**Listed entries**
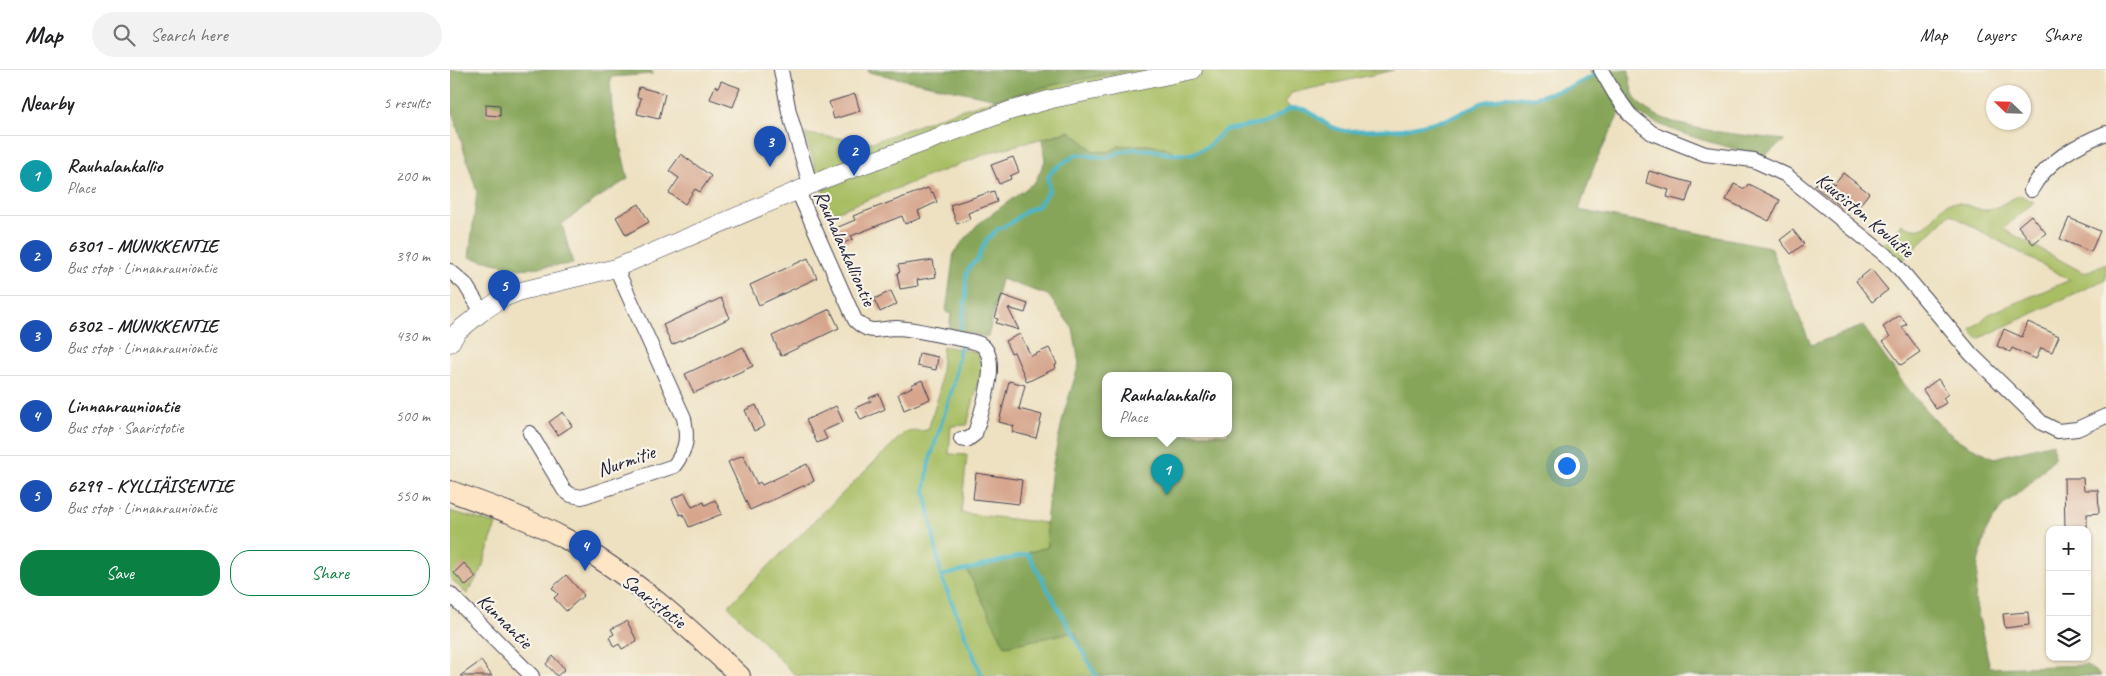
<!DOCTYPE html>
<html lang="en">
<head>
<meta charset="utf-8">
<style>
	:root { --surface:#fff; --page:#f2f2f2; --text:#202124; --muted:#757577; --line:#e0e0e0; --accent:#0b8043 }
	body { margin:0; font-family:Caveat,sans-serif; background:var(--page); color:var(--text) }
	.controls { position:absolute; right:15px; bottom:15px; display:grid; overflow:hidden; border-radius:10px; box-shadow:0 1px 4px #0004 }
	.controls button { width:45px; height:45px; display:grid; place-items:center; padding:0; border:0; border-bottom:1px solid var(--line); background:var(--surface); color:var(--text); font:25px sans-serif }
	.compass { position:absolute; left:1536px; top:15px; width:45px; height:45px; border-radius:50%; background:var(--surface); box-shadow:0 1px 4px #0004; rotate:293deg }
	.you { position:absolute; left:1116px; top:395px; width:18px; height:18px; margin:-12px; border:4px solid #fff; border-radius:50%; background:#1a73e8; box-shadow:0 0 0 8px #1a73e833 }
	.badge { display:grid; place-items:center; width:32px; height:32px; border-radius:50%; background:var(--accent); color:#fff; font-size:16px; font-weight:700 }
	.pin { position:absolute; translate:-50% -41px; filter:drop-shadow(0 1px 2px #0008) }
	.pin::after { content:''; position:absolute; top:26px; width:18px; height:15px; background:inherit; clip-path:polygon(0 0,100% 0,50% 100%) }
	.popup { position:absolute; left:652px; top:302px; width:130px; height:65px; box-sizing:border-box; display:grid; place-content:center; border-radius:10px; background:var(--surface); filter:drop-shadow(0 1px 4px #0005); font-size:16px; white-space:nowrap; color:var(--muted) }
	.popup b { font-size:19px; color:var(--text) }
	.popup::after { content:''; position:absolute; left:50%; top:100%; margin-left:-10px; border:10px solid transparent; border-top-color:var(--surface) }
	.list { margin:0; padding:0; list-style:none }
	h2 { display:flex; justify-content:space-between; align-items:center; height:65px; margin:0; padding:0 20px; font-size:21px }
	h2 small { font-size:16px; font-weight:400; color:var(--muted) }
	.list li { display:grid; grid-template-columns:32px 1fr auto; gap:15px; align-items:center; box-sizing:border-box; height:80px; padding:0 20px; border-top:1px solid var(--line) }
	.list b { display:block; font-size:19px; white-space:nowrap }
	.list p { margin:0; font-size:16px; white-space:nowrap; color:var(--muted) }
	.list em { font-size:16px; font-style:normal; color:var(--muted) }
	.actions { display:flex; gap:10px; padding:15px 20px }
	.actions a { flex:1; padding:11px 0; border:1px solid var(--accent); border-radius:20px; text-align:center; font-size:18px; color:var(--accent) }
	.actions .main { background:var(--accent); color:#fff }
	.icon { flex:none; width:28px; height:28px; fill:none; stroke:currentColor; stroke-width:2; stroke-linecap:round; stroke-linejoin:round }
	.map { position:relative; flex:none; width:1656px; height:606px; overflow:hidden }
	header { display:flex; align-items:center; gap:30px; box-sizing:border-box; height:70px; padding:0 25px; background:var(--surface); border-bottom:1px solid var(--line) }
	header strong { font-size:24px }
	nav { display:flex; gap:28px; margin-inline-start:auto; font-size:18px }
	.search { width:350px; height:45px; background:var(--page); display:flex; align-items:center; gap:12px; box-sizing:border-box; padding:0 18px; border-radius:28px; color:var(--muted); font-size:19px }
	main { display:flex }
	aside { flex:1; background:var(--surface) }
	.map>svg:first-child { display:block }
</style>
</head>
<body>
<header>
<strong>Map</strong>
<div class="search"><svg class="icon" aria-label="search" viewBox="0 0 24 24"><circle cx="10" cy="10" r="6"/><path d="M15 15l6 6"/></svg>Search here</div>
<nav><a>Map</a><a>Layers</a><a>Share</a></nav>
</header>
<main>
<aside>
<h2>Nearby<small>5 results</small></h2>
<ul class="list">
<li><span class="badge" style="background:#0f9aa8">1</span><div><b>Rauhalankallio</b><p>Place</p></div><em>200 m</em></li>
<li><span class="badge" style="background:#1a4fb4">2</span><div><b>6301 - MUNKKENTIE</b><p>Bus stop · Linnanrauniontie</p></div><em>390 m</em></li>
<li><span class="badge" style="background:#1a4fb4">3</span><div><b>6302 - MUNKKENTIE</b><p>Bus stop · Linnanrauniontie</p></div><em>430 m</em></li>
<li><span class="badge" style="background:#1a4fb4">4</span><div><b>Linnanrauniontie</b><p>Bus stop · Saaristotie</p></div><em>500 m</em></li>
<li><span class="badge" style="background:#1a4fb4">5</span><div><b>6299 - KYLLIÄISENTIE</b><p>Bus stop · Linnanrauniontie</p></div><em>550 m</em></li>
</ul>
<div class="actions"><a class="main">Save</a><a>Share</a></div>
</aside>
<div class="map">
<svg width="1656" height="606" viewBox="0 0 1656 606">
	<rect width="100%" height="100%" fill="#f7f3e8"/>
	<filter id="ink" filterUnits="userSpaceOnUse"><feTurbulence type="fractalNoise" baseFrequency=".02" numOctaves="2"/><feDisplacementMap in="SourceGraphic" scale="10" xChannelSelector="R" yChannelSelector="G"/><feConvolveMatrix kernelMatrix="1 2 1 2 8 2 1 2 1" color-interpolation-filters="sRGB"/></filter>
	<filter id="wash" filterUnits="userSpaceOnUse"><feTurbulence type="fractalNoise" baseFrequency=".0096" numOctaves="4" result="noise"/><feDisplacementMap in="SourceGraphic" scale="20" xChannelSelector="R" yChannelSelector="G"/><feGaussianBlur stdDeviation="1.12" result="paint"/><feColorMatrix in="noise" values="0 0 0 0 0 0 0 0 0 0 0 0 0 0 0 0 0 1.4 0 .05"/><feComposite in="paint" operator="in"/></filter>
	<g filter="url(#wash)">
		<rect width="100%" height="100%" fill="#eee1c1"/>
		<g fill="#a8be63" stroke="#65704f">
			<path d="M680,0H944L841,23L835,33L841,38L819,52L775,60L757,77L741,84L728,83L714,77L697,75L669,76L659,82L644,81L620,61L544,81L380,144L355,64L423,72L504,42L547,29L603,15Z"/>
			<path d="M1570,125L1584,132L1553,159L1634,203L1656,193V209L1528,269L1520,261L1539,244L1620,210L1500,144L1449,194L1431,175L1445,164L1452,154C1482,170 1483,137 1500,133C1512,130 1526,141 1538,140C1546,139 1562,128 1570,125Z"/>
			<path d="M493,276L526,282L533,295L517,355L501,356L499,384L517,385L511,443L596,453L598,477L517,501L625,562L645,606H346L278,536L455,362L478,360L489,324Z"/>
			<path d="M0,441L46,454L31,501L17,524L0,508Z"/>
		</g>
		<g fill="#86a559" stroke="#54644a" fill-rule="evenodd">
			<path d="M0,0H201L203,4L160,7L162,40L178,109L146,129L112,154L123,194L69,199L19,187L27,122L0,35Z"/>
			<path d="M418,0H680L603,15L547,29L418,2Z"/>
			<path d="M1139,0H1179C1180,13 1181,26 1191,35C1218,61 1299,65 1335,70L1314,86C1267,74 1223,65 1182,40L1169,44L1145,94L1129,140L1320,177L1361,275L1413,256C1437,290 1475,349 1510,371C1520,377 1533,382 1544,388L1603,373L1604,388L1579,415L1553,435L1537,459L1528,493L1525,530L1540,598L1637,595L1651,606H645L625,562L555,576L517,500L598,477L596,453L602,398L614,343L629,294L623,259L598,225L551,209L538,267L499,259L501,244L496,242L504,182L527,155L585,112L595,91L592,69L620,61L644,81L659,82L669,76L697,75L714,77L728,83L741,84L757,77L775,60L819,52L841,38L855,39L881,57L895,61L953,59L999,49L1031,33L1055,27L1082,28L1119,18L1143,6ZM656,306H778V364H656Z"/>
		</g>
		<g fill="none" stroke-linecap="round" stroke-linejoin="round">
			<g stroke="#4ab6c6" stroke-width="4">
				<path d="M511,258L516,226V205L520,196L527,190L536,170L548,159L561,153L576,141L588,136L599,121L598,107L603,100L627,84L656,88L670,82L684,79L703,80L718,84H741L757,77L775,60L819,52L841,38L855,39L881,57L895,61L953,59L999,49L1031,33L1055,27L1082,28L1119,18L1149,3"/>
				<path d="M510,277L503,317L479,392L475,420L491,506L532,606"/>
				<path d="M491,506L578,484L646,606"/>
			</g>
		</g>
		<g id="blocks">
			<g fill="#d6a58c">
				<path d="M271,11L290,18L283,37L260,29L265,16L268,18Z"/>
				<path d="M189,17L215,24L209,49L187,44L191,28L187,27Z"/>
				<path d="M405,24L410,41L384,49L379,32Z"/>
				<path d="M36,34L50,35V46L36,45Z"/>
				<path d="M231,84L261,106L250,122L245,119L235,134L219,123L229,108L219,101Z"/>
				<path d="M563,87L569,102L560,106L561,109L549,114L541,95Z"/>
				<path d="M1199,101L1242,113L1236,132L1217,127L1219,120L1196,113Z"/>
				<path d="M1393,103L1419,123L1405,141L1394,133L1392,137L1364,116L1373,106L1384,114Z"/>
				<path d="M1284,114L1295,119L1298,114L1330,130L1319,151L1276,130Z"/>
				<path d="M478,118L481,123L483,122L487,132L468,141L471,148L455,154L452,146L401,166L403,169L392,174L386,158L405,150L403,146Z"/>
				<path d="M544,121L547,132L518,143L520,149L507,154L500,135Z"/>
				<path d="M189,134L199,152L176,165L166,147Z"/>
				<path d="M1581,145L1596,163L1583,174L1568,156Z"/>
				<path d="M1619,148L1650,161L1641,182L1610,169Z"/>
				<path d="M1343,160L1354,174L1341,184L1330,170Z"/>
				<path d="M358,188L367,208L309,235L300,215Z"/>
				<path d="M483,190L486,207L467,210L468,216L450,219L447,203L450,202L448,195Z"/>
				<path d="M1421,199L1438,220L1422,232L1406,211Z"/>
				<path d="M441,221L447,234L430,242L424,229Z"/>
				<path d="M552,225L578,234L575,243L558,238L569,260L546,253L548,249L545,248Z"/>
				<path d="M271,228L280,248L222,275L213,255Z"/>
				<path d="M380,239L389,258L331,286L322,266Z"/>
				<path d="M1450,245L1457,254L1452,257L1470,282L1451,295L1433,271L1440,267L1433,257Z"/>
				<path d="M1578,252L1609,266L1602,282L1591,278L1586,289L1562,278L1560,282L1547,276L1554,259L1572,267Z"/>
				<path d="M570,264L581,286L599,278L607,294L605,295L606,298L577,312L564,282L561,283L555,271Z"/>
				<path d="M293,277L303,296L244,323L235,304Z"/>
				<path d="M469,283L488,287L486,300L467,296Z"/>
				<path d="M1488,309L1498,324L1493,328L1496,333L1486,339L1473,320Z"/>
				<path d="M472,310L480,329L454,340L448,324L462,317L461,315Z"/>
				<path d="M559,311L575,315L569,339L592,345L586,368L562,362L564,356L549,352Z"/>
				<path d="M429,324L435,339L411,350L405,338L421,331L419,328Z"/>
				<path d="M306,335L315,356L304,361L295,340Z"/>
				<path d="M386,336L393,352L373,361L377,369L367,373L356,350Z"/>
				<path d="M113,342L122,356L108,365L99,352Z"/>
				<path d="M293,385L307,414L310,412L312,415L357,394L364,411L300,440L278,392Z"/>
				<path d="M526,403L572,410L569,434L523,429Z"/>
				<path d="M1614,408H1633L1634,420H1648L1649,443L1637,444V460H1615Z"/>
				<path d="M235,423L242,437L254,432L255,435L265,430L272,444L239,457L233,444L230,445L222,429Z"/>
				<path d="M14,493L26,507L16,516L4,503Z"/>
				<path d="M116,505L134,525L116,541L104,528L108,524L102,518Z"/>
				<path d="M1578,542L1579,555L1555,558L1553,544Z"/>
				<path d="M177,551L187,571L172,579L169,574L164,577L159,567L164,564L161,559Z"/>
				<path d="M103,586L115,599L107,606L96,594Z"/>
				<path d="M31,591L42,606H10Z"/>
			</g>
		</g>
	</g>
	<g filter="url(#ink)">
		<use href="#blocks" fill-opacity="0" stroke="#413f4f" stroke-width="1"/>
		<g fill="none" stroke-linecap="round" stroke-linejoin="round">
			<g stroke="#413f4f" stroke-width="16">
				<g id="minor">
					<path d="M331,0L339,42L360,114"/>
					<path d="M1151,0L1165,24L1180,45L1202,63L1255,84L1303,90L1336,105L1444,192L1521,284L1592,353L1608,361L1627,359L1656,346"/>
					<path d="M347,119L405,250C421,266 428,258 447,258C465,259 483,264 500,267C509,269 521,270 530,274C553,287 530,344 525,364L517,370L511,369"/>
					<path d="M1581,120C1597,91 1626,75 1656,63"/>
					<path d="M0,201L15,214L32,242"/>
					<path d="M80,363L114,420L121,425L132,427L224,396C237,378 238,369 234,348L166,198"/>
					<path d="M0,524L82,606"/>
				</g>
			</g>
			<g stroke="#413f4f" stroke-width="19">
				<path id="tertiary" d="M0,273L8,261L32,242L51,229L71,221L166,198L377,108L559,41L602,29L743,0"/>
			</g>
			<g stroke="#413f4f" stroke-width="22">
				<path id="secondary" d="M0,421C39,435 79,449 116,469C181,504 236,555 290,606"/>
			</g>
			<use href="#minor" stroke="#fff" stroke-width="14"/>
			<use href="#tertiary" stroke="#fff" stroke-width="18"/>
			<use href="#secondary" stroke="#fde5c5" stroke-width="20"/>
		</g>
	</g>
	<g text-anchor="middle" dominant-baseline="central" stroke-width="4.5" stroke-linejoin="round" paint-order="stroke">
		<g font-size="20" fill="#22223b" stroke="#f7f3e8">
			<text transform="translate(1415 145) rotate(40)">Kuusiston Koulutie</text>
			<text transform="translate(395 178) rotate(66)">Rauhalankalliontie</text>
			<text transform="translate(176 391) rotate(-19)">Nurmitie</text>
			<text transform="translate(204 531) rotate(38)">Saaristotie</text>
			<text transform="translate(55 551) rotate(45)">Kunnantie</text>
		</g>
	</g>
</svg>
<div class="controls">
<button>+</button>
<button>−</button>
<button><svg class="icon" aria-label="layers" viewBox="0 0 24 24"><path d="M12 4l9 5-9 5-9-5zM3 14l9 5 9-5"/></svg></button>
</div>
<svg class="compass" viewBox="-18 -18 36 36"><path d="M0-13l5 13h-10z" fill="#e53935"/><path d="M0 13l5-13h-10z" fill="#757577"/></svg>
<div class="you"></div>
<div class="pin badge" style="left:717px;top:425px;background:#0f9aa8">1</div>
<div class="popup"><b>Rauhalankallio</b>Place</div>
<div class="pin badge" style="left:404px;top:106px;background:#1a4fb4">2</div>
<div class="pin badge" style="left:320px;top:97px;background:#1a4fb4">3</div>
<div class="pin badge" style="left:135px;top:501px;background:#1a4fb4">4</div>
<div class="pin badge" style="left:54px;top:241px;background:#1a4fb4">5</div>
</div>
</main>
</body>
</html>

**Aim of the task**
The word "serif": say how many lines of the records hold it, and give nothing but the number.

**Output**
2